Scotland’s damp climate means peatland must be drained to prepare the planting of saplings. Excess water is flushed away using networks of ditches. When the peatland is disturbed, CO2 escapes into environment, turning local rivers acidic

Vast tracts of peaty soil are being dug up and drained in order to plant trees, unleashing a torrent of stored carbon [dioxide] into the environment.

The paper – published in the ­journal Land Use Policy – states: “We have been planting the wrong type of forests, in the wrong place, and using the wrong techniques. The industry promotes conifer forests as carbon positive; yet many plantations are emitting carbon.”

The author, Castle Douglas-based silviculture ­consultant Mary-Ann Smyt, warns: “Most of Scotland’s forestry has been (and is still being) planted on organic, peaty soils. The problem is acute in south-west Scotland, where afforested headwaters contain high levels of organic carbon and lethal spikes of acidity.
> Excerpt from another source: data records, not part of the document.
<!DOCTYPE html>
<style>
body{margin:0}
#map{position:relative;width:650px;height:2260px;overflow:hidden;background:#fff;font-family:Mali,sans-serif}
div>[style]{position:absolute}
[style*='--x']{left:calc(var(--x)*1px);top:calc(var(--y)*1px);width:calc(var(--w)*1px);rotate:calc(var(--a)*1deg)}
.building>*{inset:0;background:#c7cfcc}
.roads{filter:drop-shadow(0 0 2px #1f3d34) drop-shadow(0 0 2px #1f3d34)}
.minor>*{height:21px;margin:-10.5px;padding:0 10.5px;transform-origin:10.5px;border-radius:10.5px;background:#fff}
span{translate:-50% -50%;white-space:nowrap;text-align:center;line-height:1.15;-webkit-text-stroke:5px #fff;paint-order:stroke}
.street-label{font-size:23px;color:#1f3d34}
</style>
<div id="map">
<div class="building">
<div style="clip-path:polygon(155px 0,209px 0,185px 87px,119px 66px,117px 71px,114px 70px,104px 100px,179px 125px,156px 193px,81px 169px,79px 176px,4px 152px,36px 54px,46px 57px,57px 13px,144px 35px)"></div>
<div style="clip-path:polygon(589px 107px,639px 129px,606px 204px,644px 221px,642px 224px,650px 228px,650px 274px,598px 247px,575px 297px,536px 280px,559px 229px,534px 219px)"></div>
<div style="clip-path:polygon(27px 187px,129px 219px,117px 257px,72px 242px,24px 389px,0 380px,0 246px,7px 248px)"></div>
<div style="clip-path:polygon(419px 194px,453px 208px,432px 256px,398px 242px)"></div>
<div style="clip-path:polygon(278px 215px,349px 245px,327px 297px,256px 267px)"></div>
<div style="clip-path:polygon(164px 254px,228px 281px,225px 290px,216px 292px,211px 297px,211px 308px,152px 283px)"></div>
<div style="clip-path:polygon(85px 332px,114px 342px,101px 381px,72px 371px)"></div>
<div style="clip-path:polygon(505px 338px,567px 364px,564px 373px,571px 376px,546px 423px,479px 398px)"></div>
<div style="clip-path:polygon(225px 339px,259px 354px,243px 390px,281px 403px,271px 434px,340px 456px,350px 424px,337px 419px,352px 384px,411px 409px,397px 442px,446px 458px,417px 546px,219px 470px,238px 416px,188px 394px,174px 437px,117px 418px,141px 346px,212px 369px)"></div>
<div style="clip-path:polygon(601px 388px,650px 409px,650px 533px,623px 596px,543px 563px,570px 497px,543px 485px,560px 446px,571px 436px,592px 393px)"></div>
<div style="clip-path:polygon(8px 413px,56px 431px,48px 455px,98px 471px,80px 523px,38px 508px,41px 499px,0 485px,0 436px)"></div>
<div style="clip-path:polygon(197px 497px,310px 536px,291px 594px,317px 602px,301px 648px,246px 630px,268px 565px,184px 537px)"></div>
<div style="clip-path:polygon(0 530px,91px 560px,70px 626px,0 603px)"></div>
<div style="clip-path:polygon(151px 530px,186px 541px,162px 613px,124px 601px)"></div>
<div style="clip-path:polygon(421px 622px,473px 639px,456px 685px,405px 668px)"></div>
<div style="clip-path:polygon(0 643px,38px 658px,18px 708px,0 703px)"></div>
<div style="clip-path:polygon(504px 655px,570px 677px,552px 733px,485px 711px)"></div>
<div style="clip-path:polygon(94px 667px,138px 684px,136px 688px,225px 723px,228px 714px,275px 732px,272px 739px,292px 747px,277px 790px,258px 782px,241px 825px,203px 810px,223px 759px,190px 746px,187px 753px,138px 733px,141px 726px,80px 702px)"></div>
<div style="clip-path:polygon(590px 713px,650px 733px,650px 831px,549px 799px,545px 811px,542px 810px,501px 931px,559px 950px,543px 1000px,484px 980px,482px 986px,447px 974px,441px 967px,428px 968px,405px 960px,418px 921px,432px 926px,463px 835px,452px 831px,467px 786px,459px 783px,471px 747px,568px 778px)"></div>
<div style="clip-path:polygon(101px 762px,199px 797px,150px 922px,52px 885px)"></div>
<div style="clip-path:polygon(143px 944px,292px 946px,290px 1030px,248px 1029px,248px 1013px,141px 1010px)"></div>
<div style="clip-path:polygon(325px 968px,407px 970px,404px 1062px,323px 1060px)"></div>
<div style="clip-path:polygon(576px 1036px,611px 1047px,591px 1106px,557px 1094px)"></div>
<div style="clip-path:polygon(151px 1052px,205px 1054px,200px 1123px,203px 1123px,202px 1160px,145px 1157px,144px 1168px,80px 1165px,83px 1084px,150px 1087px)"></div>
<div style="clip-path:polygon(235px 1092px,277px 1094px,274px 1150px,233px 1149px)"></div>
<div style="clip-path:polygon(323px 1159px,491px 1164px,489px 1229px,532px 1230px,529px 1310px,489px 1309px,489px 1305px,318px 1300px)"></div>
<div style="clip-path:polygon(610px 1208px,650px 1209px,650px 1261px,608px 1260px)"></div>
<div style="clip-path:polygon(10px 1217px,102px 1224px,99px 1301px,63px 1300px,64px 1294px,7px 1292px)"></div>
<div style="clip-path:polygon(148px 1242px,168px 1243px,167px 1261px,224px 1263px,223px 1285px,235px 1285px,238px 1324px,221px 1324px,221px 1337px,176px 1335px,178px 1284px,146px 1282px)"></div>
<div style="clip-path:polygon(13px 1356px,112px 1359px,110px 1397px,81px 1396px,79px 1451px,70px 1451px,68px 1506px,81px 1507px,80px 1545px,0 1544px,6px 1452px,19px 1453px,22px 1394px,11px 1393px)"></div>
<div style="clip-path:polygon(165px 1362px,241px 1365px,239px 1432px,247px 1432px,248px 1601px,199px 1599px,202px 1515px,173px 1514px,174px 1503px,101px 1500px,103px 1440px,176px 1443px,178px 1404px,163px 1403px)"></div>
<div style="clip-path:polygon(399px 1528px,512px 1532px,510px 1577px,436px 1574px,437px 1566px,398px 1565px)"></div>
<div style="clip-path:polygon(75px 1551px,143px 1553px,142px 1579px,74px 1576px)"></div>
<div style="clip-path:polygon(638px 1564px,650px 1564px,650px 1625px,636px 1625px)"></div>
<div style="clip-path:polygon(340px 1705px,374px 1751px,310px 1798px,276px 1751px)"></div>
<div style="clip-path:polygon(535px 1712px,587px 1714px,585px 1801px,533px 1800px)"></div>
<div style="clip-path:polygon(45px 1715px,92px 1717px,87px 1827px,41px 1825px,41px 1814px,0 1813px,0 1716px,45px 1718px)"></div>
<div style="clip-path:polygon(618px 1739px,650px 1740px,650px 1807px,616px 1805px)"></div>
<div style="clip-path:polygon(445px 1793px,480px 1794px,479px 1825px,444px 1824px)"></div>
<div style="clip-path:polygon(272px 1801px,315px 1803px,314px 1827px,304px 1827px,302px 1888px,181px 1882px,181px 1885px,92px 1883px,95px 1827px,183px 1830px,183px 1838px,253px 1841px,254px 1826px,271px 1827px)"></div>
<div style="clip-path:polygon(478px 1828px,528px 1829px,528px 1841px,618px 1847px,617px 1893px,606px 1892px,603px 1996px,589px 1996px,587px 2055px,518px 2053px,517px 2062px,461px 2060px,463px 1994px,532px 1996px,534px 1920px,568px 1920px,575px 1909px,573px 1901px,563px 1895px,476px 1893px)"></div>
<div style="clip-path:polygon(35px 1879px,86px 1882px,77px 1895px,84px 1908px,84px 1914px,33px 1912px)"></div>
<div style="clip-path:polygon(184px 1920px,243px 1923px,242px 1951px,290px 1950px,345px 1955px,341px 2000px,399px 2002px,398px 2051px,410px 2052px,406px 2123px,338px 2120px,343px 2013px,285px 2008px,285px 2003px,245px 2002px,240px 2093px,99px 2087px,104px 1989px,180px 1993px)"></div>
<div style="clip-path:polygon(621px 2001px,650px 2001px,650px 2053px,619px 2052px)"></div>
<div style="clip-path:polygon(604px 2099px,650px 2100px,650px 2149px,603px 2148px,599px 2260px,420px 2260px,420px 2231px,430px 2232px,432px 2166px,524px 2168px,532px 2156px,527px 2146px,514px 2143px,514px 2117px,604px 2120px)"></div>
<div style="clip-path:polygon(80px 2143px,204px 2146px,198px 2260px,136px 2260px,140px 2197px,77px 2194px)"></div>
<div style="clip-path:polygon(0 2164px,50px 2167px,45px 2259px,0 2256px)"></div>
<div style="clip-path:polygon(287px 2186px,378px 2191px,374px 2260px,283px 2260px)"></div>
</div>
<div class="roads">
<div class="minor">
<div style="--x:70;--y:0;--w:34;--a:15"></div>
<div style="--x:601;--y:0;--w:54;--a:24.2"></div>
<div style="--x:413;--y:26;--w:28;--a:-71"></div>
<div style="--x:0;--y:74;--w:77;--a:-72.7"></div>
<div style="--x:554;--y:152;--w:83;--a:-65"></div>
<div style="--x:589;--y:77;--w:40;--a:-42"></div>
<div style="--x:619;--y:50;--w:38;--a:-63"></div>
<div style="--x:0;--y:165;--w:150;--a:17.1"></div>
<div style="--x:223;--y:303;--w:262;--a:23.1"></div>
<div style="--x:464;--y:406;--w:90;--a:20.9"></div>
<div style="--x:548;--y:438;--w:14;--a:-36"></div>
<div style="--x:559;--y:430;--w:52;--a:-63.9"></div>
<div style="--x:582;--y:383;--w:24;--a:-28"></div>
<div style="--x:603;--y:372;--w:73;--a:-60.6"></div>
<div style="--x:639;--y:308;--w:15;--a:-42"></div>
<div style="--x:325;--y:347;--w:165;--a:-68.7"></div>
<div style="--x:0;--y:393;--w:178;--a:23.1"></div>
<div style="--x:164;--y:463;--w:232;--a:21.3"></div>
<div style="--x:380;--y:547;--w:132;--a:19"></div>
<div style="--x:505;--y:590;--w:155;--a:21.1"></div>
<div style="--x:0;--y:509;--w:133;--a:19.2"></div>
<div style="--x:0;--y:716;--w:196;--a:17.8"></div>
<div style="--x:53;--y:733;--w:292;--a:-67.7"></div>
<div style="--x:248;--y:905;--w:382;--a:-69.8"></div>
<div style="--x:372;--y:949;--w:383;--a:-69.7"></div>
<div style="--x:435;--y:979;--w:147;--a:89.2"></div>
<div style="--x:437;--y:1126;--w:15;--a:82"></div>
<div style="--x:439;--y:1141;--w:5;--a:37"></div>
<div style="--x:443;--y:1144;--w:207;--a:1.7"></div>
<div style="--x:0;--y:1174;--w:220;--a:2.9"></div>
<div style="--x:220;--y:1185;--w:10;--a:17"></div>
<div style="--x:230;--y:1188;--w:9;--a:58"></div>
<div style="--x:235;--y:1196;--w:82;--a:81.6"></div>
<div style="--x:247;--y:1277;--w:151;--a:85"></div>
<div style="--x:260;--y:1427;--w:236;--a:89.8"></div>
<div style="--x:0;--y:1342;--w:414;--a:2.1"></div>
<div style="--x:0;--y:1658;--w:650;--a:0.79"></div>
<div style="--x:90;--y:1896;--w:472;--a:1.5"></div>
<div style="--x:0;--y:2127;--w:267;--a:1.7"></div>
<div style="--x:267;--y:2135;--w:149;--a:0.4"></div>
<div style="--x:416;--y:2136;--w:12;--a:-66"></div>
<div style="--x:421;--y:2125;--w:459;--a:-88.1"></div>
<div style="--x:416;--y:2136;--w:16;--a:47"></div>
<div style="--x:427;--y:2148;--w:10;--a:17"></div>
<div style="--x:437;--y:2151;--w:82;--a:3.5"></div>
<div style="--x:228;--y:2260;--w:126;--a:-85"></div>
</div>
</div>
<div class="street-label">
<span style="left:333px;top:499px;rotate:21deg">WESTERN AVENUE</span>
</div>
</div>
“If we want woodlands to lock up carbon for centuries, we need to move away from draining and disturbing peaty soils to suit plantations.”

The John Muir Trust conservation charity backed the research’s findings. Senior policy officer Rosie Simpson said: “We’re not confident about the long-term carbon savings of commercial plantations on peatlands.

“In the 1980s, we saw ­plantations in the Flow Country (in Caithness and Sutherland) driven by tax incentives. They are now widely acknowledged as having been ­environmentally destructive and are being converted back to peatland habitats.

“Our concern now is that we might be repeating past mistakes – except this time the driver is carbon-offsetting rather than tax-saving.”
. . .
The latest report highlights research from last year that showed trees grown in 30cm of peat would be unlikely to recoup the emissions created. Meanwhile, trees grown in 20cm of peat might take 15 years to break even.

And the report says the rules neither prevent further damage to existing sites caused by restocking nor properly account for emissions from ditches.

It concludes: “The net effect of plantations on peaty soils is that many forests are emitting more greenhouse gases than they sequester; they are not carbon-beneficial.

“This paper asks that investors and policy-makers recognise the damage being done…and suggests that the incentives driving these changes are corrected in order to favour a better kind of forest.”

The Scottish Conservatives called for a review of subsidies.

Shadow Net Zero Secretary Liam Kerr said: “The Scottish Government routinely attempts to force through so-called environmental measures without listening to the experts, from the shambolic Deposit Return Scheme to controversial fishing bans. We cannot afford tree-planting to become another failed green objective.”

Last year, an Aberdeen University study found that building wind turbines on peatland had released 4.9 million tons of greenhouse gases into the atmosphere. It will take some windfarms more than a decade of producing electricity to make good on the damage they have caused.